**TASK GOAL**
Locate every line in the records below that holds the word "العزب" and return each one.

**SOURCE DATA**
*-*-*
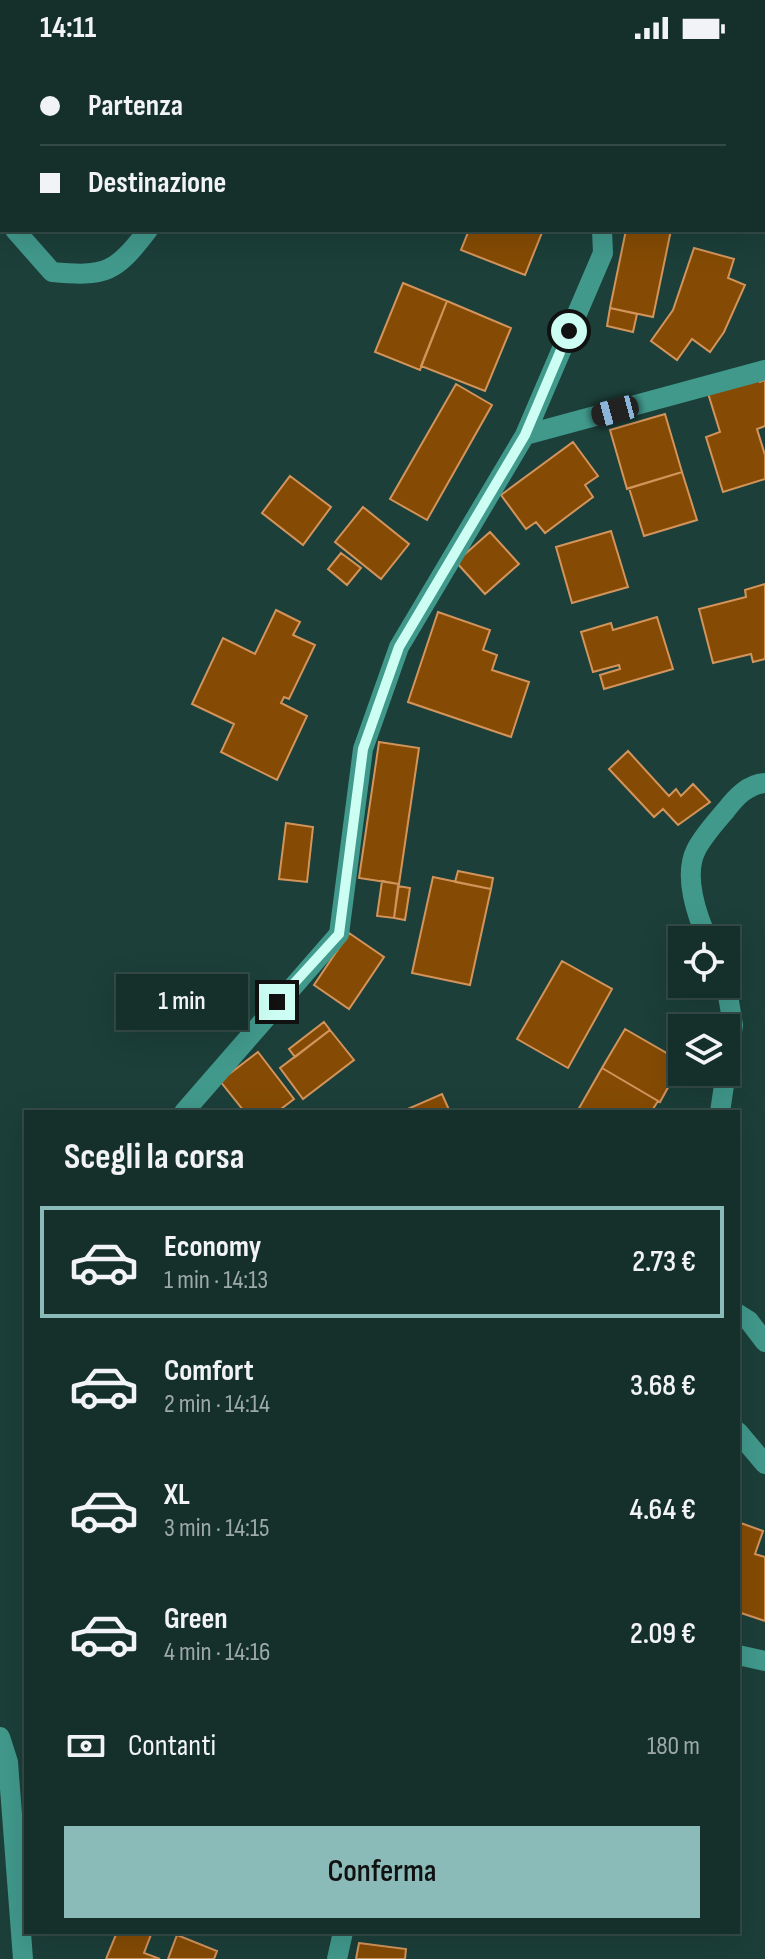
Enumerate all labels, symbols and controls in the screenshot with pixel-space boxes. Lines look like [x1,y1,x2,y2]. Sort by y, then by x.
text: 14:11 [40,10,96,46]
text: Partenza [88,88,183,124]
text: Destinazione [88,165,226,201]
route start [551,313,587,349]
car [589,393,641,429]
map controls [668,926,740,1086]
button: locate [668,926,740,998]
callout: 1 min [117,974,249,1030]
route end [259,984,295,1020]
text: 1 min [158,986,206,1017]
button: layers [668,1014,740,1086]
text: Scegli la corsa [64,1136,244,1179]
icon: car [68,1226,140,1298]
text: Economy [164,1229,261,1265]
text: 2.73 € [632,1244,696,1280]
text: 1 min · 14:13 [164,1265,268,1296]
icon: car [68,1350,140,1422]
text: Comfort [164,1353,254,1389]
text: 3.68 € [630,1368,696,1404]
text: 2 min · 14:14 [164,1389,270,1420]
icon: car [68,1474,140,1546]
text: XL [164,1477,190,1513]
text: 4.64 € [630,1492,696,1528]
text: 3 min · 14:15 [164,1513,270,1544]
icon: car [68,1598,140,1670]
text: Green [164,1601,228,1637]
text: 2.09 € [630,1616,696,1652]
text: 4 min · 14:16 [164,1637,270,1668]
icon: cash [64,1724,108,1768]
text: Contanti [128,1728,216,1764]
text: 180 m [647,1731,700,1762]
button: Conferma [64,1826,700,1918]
*-*-*
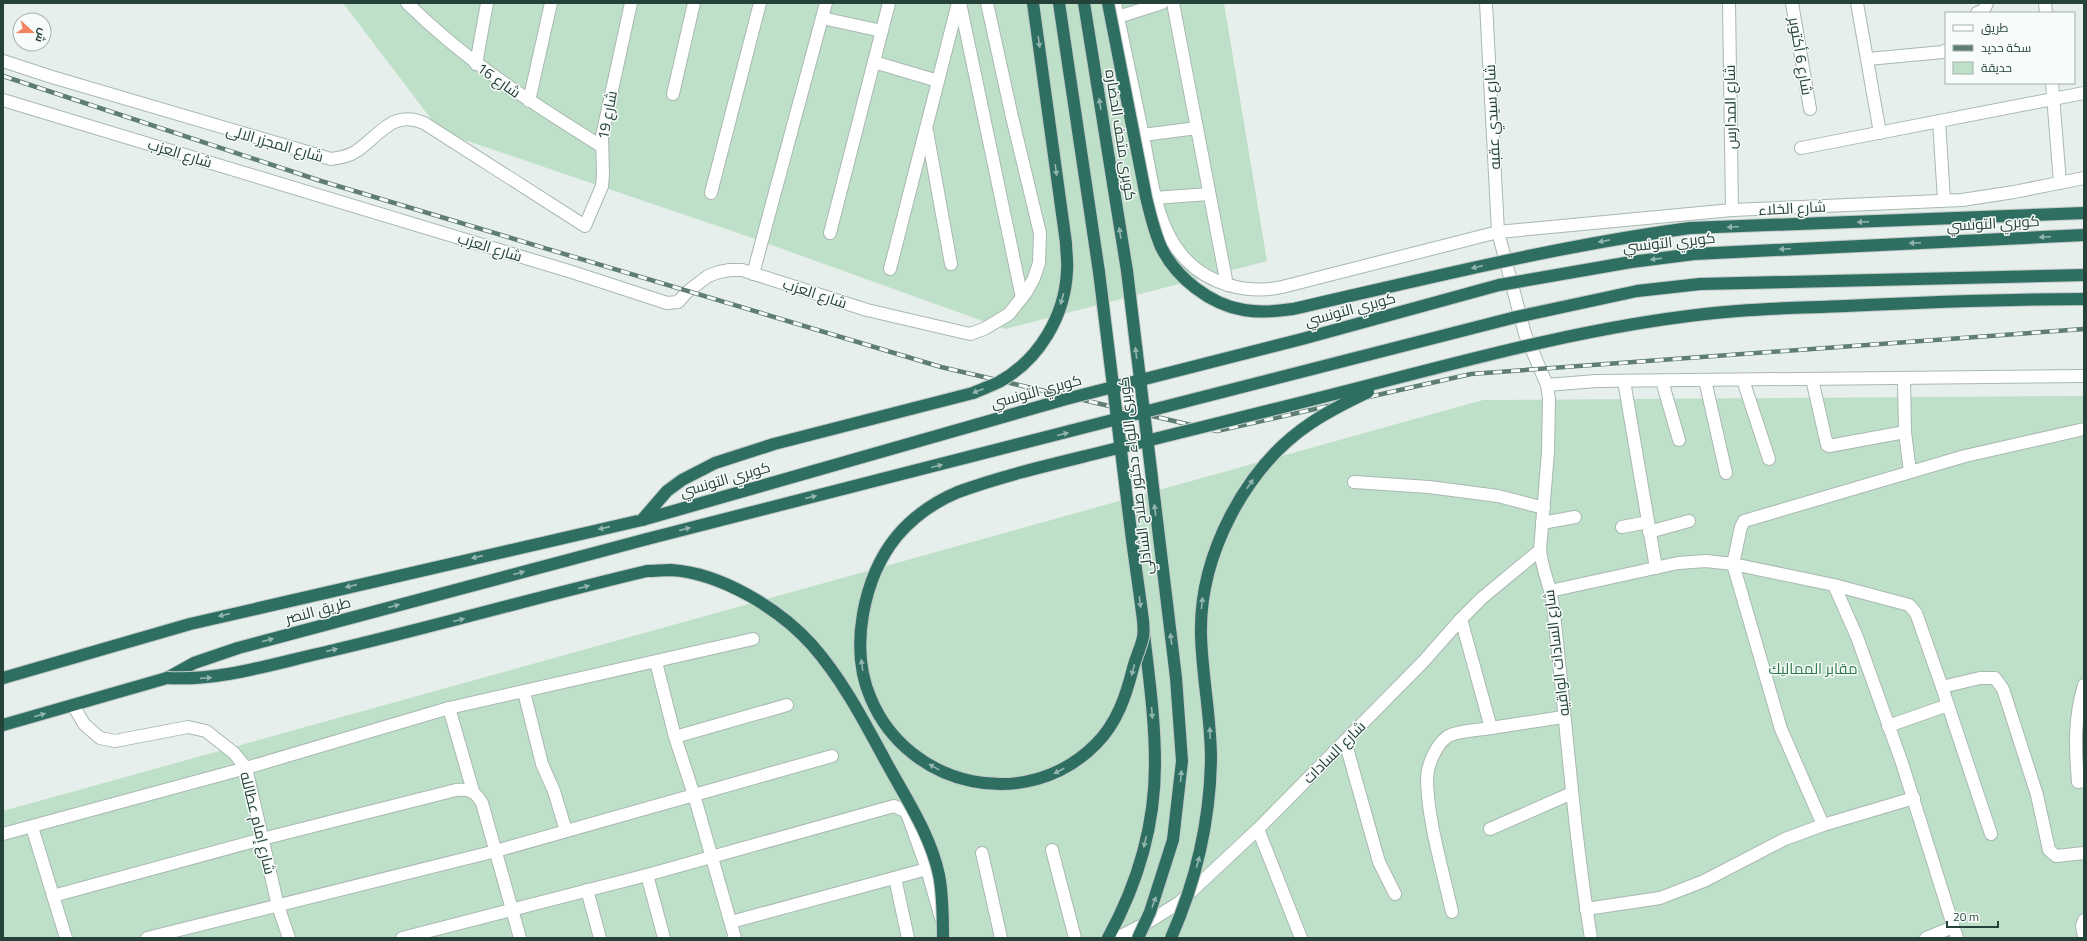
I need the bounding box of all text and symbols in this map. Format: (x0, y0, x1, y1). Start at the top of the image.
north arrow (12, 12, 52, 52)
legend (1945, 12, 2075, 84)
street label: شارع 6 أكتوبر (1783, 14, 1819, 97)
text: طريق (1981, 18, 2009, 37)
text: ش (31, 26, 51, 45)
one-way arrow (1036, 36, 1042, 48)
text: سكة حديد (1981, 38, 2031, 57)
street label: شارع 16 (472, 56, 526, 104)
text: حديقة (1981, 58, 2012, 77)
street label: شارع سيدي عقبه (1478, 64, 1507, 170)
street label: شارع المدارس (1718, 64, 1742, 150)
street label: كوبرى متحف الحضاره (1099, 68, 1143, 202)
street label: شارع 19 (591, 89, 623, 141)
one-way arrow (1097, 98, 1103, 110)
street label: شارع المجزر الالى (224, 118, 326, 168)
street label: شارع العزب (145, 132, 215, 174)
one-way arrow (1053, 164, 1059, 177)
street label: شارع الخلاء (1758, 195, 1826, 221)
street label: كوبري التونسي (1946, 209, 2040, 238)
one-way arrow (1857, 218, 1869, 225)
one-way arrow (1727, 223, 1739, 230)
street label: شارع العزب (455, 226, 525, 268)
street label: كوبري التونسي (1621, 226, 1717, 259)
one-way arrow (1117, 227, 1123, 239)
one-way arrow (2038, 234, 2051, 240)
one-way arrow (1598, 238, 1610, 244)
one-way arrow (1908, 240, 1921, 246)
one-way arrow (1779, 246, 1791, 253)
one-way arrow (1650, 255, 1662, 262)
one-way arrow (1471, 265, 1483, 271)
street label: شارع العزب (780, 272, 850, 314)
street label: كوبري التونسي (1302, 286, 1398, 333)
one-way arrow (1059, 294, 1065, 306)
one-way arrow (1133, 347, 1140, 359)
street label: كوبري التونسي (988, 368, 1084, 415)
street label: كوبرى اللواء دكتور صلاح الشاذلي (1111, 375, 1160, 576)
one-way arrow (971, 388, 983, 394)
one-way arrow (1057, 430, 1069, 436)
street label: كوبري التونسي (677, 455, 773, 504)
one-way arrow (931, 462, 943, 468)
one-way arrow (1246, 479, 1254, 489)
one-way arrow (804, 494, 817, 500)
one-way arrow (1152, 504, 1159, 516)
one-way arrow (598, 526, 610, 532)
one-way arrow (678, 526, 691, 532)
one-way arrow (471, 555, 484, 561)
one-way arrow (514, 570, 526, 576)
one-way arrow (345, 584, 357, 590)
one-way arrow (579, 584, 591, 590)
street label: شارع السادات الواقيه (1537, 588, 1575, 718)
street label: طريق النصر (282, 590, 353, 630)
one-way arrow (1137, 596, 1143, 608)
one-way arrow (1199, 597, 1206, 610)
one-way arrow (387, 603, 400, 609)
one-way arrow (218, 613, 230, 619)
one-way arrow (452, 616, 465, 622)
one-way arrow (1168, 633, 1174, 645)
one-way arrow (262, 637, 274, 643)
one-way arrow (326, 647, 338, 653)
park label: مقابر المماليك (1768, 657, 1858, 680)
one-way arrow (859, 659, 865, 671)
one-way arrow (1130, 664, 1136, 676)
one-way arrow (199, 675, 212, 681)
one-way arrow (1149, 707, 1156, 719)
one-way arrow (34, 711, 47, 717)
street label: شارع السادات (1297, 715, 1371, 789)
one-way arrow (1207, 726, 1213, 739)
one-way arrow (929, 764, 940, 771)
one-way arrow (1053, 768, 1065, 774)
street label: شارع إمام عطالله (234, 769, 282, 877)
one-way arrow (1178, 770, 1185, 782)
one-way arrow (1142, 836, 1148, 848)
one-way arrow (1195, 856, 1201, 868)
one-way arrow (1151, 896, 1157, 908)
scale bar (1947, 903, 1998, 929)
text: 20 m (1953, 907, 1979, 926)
*-*-*
**EXERCISE OUTPUT**
street label: شارع العزب (145, 132, 215, 174)
street label: شارع العزب (455, 226, 525, 268)
street label: شارع العزب (780, 272, 850, 314)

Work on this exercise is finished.